26 September 2010

Alpheta Dawning

One time, Jimmie called me beautiful. It was our sixteenth birthday, and he called me beautiful. He looked at me with those dark, watery eyes and said, “You’re beautiful, Pheta.” I stopped curling my hair and turned to look at him.

“What did you say, Jimmie?”

“I said you’re beautiful.”

“Thank you, Jimmie, that’s very sweet of you.”

“You’re welcome. May I play with your hair?”

I nodded and let him take a handful of what wasn’t already in curlers. There was a moment’s pause as Jimmie breathed in, deeply, and then I saw the flash of silver before I knew what was happening. I looked up, and the hair was still in his hands, but suddenly he was sitting on his bed across the room, a large pair of scissors on the pillow. I watched, paralyzed with fear and confusion, as he sat and ate a single strand, rocking his body and groaning.

Then I started shrieking.

---

“Jimmie was always a little… different after the accident.” That’s what mama used to say when anyone asked after my twin brother. His once-auburn colored hair had turned a dark grey, and the scabs on his face and forearms wouldn’t fade, no matter how much iodine and antibacterial stuff mama’d  put on them. They would swell until the pink skin tore open, and a weird grey-green puss would ooze out that none of the doctors would touch, even while wearing gloves. Mama would get on her knees by her bed and cry and rock for hours after every one of those doctor visits. Jimmie just went back into our room and slept. And I’d be stuck in the kitchen doing something to occupy myself as the two of them moaned and groaned their symphony.

You see, Jimmie had nightmares. Since we shared a room, if he started moaning in his sleep, I would sing to him to try and calm him down. It rarely worked, but I kept at it, because it helped me not have nightmares of my own. Often, I would wake up after having dreamt about very odd things, and Jimmie would be over on his bed groaning like an ox in the heat. I never remembered my dreams, but I’m sure they had something to do with the accident. Sometimes, if we were both startled awake at the same time, quivering and sweaty, I even thought they might have been the same dreams as his, but he’d never respond if I asked him to retell his.

He never responded to much, really. He just sort of ate and drank and went to bed early and got up late. He stopped going to school, and mama never forced him to go, saying he just needed some time to get used to his new self. I always thought “new” was a strange word for her to use, seeing as how he almost looked like an old man. He lost all of the hair on his body, and the hair on his head was receding. His eyes had turned a dark grey, like what hair was left on his head, almost black. His voice had changed; it was eerily deep with a strange gurgling sound to it as he spoke, like someone had cut the inside of his throat, but the blood had nowhere to go. Part of me always wanted to pour a bottle of hydrogen peroxide down his throat to clean it out, you know, if it weren’t poisonous, of course.

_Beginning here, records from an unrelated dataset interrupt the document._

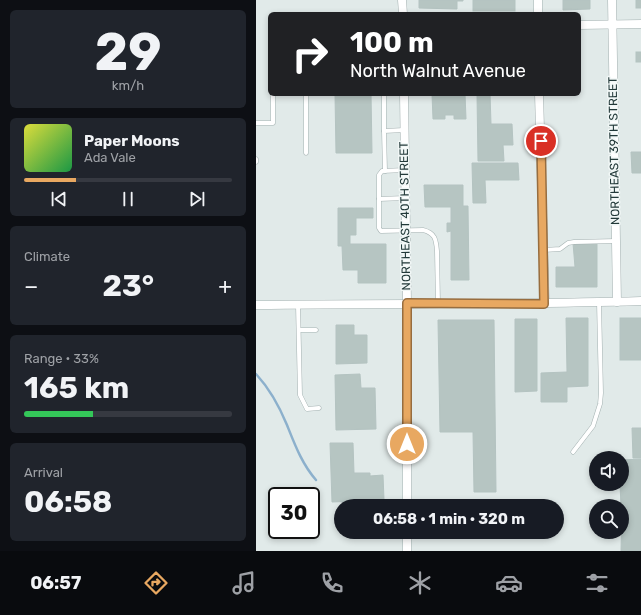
<!DOCTYPE html>
<meta charset="utf-8">
<style>
:root{--surface:#171b24;--page:#20242c;--text:#f1f3f6;--muted:#9ea1a6;--line:#363941;--accent:#e8a861}
body{margin:0;font-family:Rubik,sans-serif;background:var(--page);color:var(--text);height:100vh;display:flex;flex-direction:column;font-size:15px;white-space:nowrap}
*{box-sizing:border-box;margin:0}
p{font-size:13px;color:var(--muted)}
.icon{flex:none;width:22px;height:22px;fill:none;stroke:currentColor;stroke-width:2;stroke-linecap:round;stroke-linejoin:round}
.map{position:relative;flex:1;overflow:hidden}
.panel{display:flex;flex-direction:column;gap:10px;padding:10px;background:#0d0f14;width:256px}
.panel>*{flex:none}
.hud{position:absolute;left:12px;top:12px;width:313px;height:84px;border-radius:6px;box-shadow:0 2px 6px #0003;background:#202124;color:#fff;overflow:hidden}
.buttons{position:absolute;left:333px;top:451px;display:grid;gap:8px}
.buttons a{display:grid;place-items:center;width:40px;height:40px;border-radius:50%;background:var(--surface);box-shadow:0 2px 6px #0003;font-size:20px}
.speed{position:absolute;left:12px;top:487px;display:flex;gap:8px;font-size:20px;font-weight:700;text-align:center}
.speed>*{display:grid;place-content:center;width:52px;height:52px;border-radius:50%;background:var(--surface);box-shadow:0 2px 6px #0003;line-height:1}
.speed .limit{border:2px solid #111;border-radius:6px;background:#fff;color:#111}
.pin{position:absolute;display:grid;place-items:center;width:34px;height:34px;color:#fff;margin:-17px;border:2px solid #fff;border-radius:50%;box-shadow:0 1px 4px #0007}
.me{position:absolute;width:44px;margin:-22px;rotate:0deg;stroke-linejoin:round;filter:drop-shadow(0 0 3px #0008)}
.turn{display:flex;align-items:center;gap:14px;height:84px;padding:0 16px;font-size:18px}
.turn .icon{width:52px;height:52px;stroke-width:2.5}
.turn b{display:block;font-size:28px;line-height:34px}
.big{font-size:30px;font-weight:700;line-height:1.1}
.panel .widget{flex:1;display:flex;flex-direction:column;justify-content:center;gap:6px;min-width:0;padding:0 14px;border-radius:6px;background:var(--page)}
.panel .dial{align-items:center;gap:0}
.dial b{font-size:52px;line-height:1}
.song{display:flex;align-items:center;gap:12px}
.cover{width:48px;height:48px;border-radius:6px;background:linear-gradient(135deg,hsl(60 70% 55%),hsl(140 70% 35%))}
.played{height:4px;border-radius:2px;background:linear-gradient(90deg,var(--accent) 25%,var(--line) 25%)}
.keys{display:flex;justify-content:space-around;direction:ltr}
.heat{display:flex;justify-content:space-between;align-items:center;font-size:22px;direction:ltr}
.charge{height:6px;border-radius:3px;background:linear-gradient(90deg,#34c759 33%,var(--line) 0)}
.trip{position:absolute;left:78px;top:499px;width:230px;height:40px;border-radius:20px;background:var(--surface);box-shadow:0 2px 6px #0003;font-weight:700;line-height:40px;text-align:center}
.tab-bar{display:flex;height:64px;justify-content:space-around;align-items:center;background:#090b0e;color:var(--muted)}
.tab-bar .icon{width:28px;height:28px}
.tab-bar .active{color:var(--accent)}
.tab-bar b{font-size:18px;color:var(--text)}
main{display:flex;flex:1;min-height:0}
.map>svg:first-child{display:block}
.lines{fill:none;stroke-linecap:round;stroke-linejoin:round}
.stream{stroke:#8cb0cc;stroke-width:2.5}
.building{fill:#b6c5c2;stroke:#b4c3c1}
.service-casing{stroke:#a4b1b1;stroke-width:5}
.minor-casing{stroke:#a4b1b1;stroke-width:9}
.service{stroke:#fff;stroke-width:4}
.minor{stroke:#fff;stroke-width:8}
.route-casing{stroke:#976d3f;stroke-width:10}
.route{stroke:#e8a861;stroke-width:7}
.labels{text-anchor:middle;stroke-width:3;stroke-linejoin:round;paint-order:stroke}
.street-label{font-size:12px;fill:#223939;stroke:#f1f7f6}
</style>
<main>
<section class="panel">
<div class="widget dial"><b>29</b><p>km/h</p></div>
<div class="widget">
<div class="song"><i class="cover"></i><div><b>Paper Moons</b><p>Ada Vale</p></div></div>
<div class="played"></div>
<div class="keys"><svg class="icon" aria-label="previous" viewBox="0 0 24 24"><path d="M18 5L8 12l10 7zM5 5v14"/></svg><svg class="icon" aria-label="pause" viewBox="0 0 24 24"><path d="M8 5v14M16 5v14"/></svg><svg class="icon" aria-label="next" viewBox="0 0 24 24"><path d="M6 5l10 7-10 7zM19 5v14"/></svg></div>
</div>
<div class="widget"><p>Climate</p>
<div class="heat"><a>−</a><b class="big">23°</b><a>+</a></div>
</div>
<div class="widget"><p>Range · 33%</p><b class="big">165 km</b><div class="charge"></div></div>
<div class="widget"><p>Arrival</p><b class="big">06:58</b></div>
</section>
<div class="map">
<svg width="385" height="551" viewBox="0 0 385 551">
<rect width="100%" height="100%" fill="#e1eae9"/>
<g class="lines">
<path class="stream" d="M0 374C13 388 24 408 31 425 39 445 46 464 60 480"/>
</g>
<g class="building">
<polygon points="163,0 207,0 207,1 201,1 201,9 163,8"/>
<rect x="217" y="0" width="42" height="11"/>
<polygon points="307,0 334,0 334,9 307,10"/>
<rect x="380" y="0" width="5" height="8"/>
<rect x="380" y="52" width="5" height="10"/>
<polygon points="79,94 115,94 116,153 80,153"/>
<polygon points="176,94 209,94 210,119 198,119 198,115 189,115 189,119 177,119"/>
<polygon points="221,94 234,94 235,124 256,124 257,145 247,145 248,161 222,161"/>
<polygon points="375,152 385,152 385,173 376,173"/>
<polygon points="216,163 262,163 263,180 229,180 230,203 217,203"/>
<polygon points="168,185 207,185 207,206 212,206 213,280 195,280 195,231 191,232 191,223 195,223 195,207 169,207"/>
<polygon points="82,208 117,208 117,218 100,218 100,235 94,235 94,244 130,244 130,283 102,283 102,270 87,270 86,246 82,246"/>
<polygon points="341,242 341,287 300,287 300,267 319,267 317,243"/>
<polygon points="310,318 332,318 332,386 311,387 311,402 285,402 285,373 311,372"/>
<rect x="364" y="318" width="21" height="42"/>
<polygon points="259,319 281,319 281,391 259,392"/>
<polygon points="182,320 238,320 240,492 218,492 217,432 184,432"/>
<polygon points="80,325 98,325 98,335 111,335 111,363 80,364"/>
<polygon points="104,374 105,388 119,388 120,429 80,430 79,375"/>
<polygon points="376,428 385,428 385,458 377,458"/>
<polygon points="74,443 97,443 98,473 114,473 114,476 127,475 128,500 76,502"/>
<polygon points="385,459 385,551 365,551 366,506 365,506 364,484 366,484 366,460"/>
</g>
<g class="lines">
<defs>
<g id="service">
<polyline points="50,94 50,153"/>
<polyline points="128,94 128,131"/>
<polyline points="0,123 17,123 17,94"/>
<polyline points="0,159 0,162"/>
<path d="M149 170 126 171 123 175V228L125 231 167 230C179 233 180 239 181 251L182 303"/>
<polyline points="129,171 128,131 148,130"/>
<polyline points="123,199 149,198"/>
<polyline points="288,250 304,249 312,243 318,242 360,241"/>
<polyline points="42,305 44,395 51,409 63,408"/>
<polyline points="43,330 60,330"/>
<polyline points="317,452 337,426 344,404 345,393 343,302"/>
</g>
<g id="minor">
<polyline points="146,0 147,14"/>
<polyline points="282,0 282,14"/>
<polyline points="356,0 361,302"/>
<polyline points="323,25 385,24"/>
<polyline points="148,94 151,303 151,506"/>
<polyline points="283,94 289,304"/>
<path d="M0 305C128 303 257 305 385 301"/>
<polyline points="151,532 151,551"/>
</g>
</defs>
<use href="#service" class="service-casing"/>
<use href="#minor" class="minor-casing"/>
<use href="#service" class="service"/>
<use href="#minor" class="minor"/>
</g>
<g class="lines">
<defs>
<polyline id="route" points="151,444 151,303 288,304 285,141"/>
</defs>
<use href="#route" class="route-casing"/>
<use href="#route" class="route"/>
</g>
<g class="labels">
<g class="street-label">
<text transform="translate(358 151) rotate(-91)" y="4">NORTHEAST 39TH STREET</text>
<text transform="translate(149 216) rotate(-91)" y="4">NORTHEAST 40TH STREET</text>
</g>
</g>
</svg>
<div class="buttons">
<a><svg class="icon" aria-label="sound" viewBox="0 0 24 24"><path d="M4 9h4l5-4v14l-5-4H4zM17 9q2 3 0 6"/></svg></a>
<a><svg class="icon" aria-label="search" viewBox="0 0 24 24"><circle cx="10" cy="10" r="6"/><path d="M15 15l6 6"/></svg></a>
</div>
<div class="speed"><div class="limit">30</div></div>
<div class="pin" style="left:285px;top:141px;background:#d93025"><svg class="icon" aria-label="arrive" viewBox="0 0 24 24"><path d="M6 21V4h12l-3 4 3 4H6"/></svg></div>
<svg class="me" style="left:151px;top:444px" viewBox="-20 -20 40 40"><circle r="17" fill="#e8a861" stroke="#fff" stroke-width="3"/><path d="M0-11L8 9 0 5-8 9z" fill="#fff"/></svg>
<div class="trip">06:58 · 1 min · 320 m</div>
<div class="hud">
<div class="turn"><svg class="icon" aria-label="right" viewBox="0 0 24 24"><path d="M7 20v-9h11M14 6l5 5-5 5"/></svg><div><b>100 m</b>North Walnut Avenue</div></div>
</div>
</div>
</main>
<nav class="tab-bar">
<b>06:57</b>
<svg class="icon active" aria-label="directions" viewBox="0 0 24 24"><path d="M12 3l9 9-9 9-9-9zM9 14v-3h6M13 9l2 2-2 2"/></svg>
<svg class="icon" aria-label="music" viewBox="0 0 24 24"><path d="M9 18V5l10-2v13"/><circle cx="6" cy="18" r="3"/><circle cx="16" cy="16" r="3"/></svg>
<svg class="icon" aria-label="phone" viewBox="0 0 24 24"><path d="M5 4h4l2 5-3 2q2 4 5 5l2-3 5 2v4C11 20 4 13 5 4z"/></svg>
<svg class="icon" aria-label="climate" viewBox="0 0 24 24"><path d="M12 3v18M4 7l16 10M4 17L20 7"/></svg>
<svg class="icon" aria-label="car" viewBox="0 0 24 24"><path d="M5 17H2v-5l4-1 3-4h7l3 4 3 1v5h-3M9 17h6M6 11h13"/><circle cx="7" cy="17" r="2"/><circle cx="17" cy="17" r="2"/></svg>
<svg class="icon" aria-label="filters" viewBox="0 0 24 24"><path d="M4 7h16M4 17h16"/><circle cx="9" cy="7" r="2"/><circle cx="15" cy="17" r="2"/></svg>
</nav>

There was one dream I think we both shared on several occasions, and I’m almost certain it had to do with the night of his accident. In my dream, Jimmie is still healthy. In my dream, he and I are sitting down to breakfast when mama gets a call. It’s her sister, Aunt Mabel, and she wants us all to come over for supper seeing as how it’s our cousin’s eighth birthday. So we all head over there, and when we walk in the door, Aunt Mabel sends all of us children outside.

Our cousin, Tobias, takes us into the backyard and tells us how we’re going to go on an adventure. He says since it’s his birthday, we have to do what he says. He’s eight now after all, and we’re only five. We walk and walk and walk, until I can’t even see the house anymore, and finally we stop near what looks to be a deep hole. There are weird gurgling sounds coming from the hole, and it smells a mixture of gasoline and dead leaves. I feel a strange sensation of foreboding, and Jimmie moves toward the hole to look down into it. As he’s leaning forward, Tobias and I hear something coming up behind us, we turn to look, I hear a crash, feel myself falling, and then I wake up.

Every time I have that dream, I wake up to see Jimmie staring at me angrily, like I’ve done something absolutely unforgivable. And for some reason, I always feel like I have, too.